▸ **Activity**
For this exercise, print all of the entries exactly as given.

▸ **Provided data**
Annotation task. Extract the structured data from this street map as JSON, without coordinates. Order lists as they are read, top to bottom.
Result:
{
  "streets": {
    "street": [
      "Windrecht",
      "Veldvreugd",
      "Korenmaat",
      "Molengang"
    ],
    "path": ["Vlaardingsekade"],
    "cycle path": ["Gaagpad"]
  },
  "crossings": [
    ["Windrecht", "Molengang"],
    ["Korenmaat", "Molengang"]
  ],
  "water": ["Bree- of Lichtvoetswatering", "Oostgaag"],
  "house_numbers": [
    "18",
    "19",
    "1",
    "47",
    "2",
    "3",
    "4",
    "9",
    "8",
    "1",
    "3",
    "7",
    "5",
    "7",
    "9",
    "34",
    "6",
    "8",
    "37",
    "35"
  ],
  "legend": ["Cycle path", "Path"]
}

▸ **Solution below**
Annotation task. Extract the structured data from this street map as JSON, without coordinates. Order lists as they are read, top to bottom.
Result:
{
  "streets": {
    "street": [
      "Windrecht",
      "Veldvreugd",
      "Korenmaat",
      "Molengang"
    ],
    "path": ["Vlaardingsekade"],
    "cycle path": ["Gaagpad"]
  },
  "crossings": [
    ["Windrecht", "Molengang"],
    ["Korenmaat", "Molengang"]
  ],
  "water": ["Bree- of Lichtvoetswatering", "Oostgaag"],
  "house_numbers": [
    "18",
    "19",
    "1",
    "47",
    "2",
    "3",
    "4",
    "9",
    "8",
    "1",
    "3",
    "7",
    "5",
    "7",
    "9",
    "34",
    "6",
    "8",
    "37",
    "35"
  ],
  "legend": ["Cycle path", "Path"]
}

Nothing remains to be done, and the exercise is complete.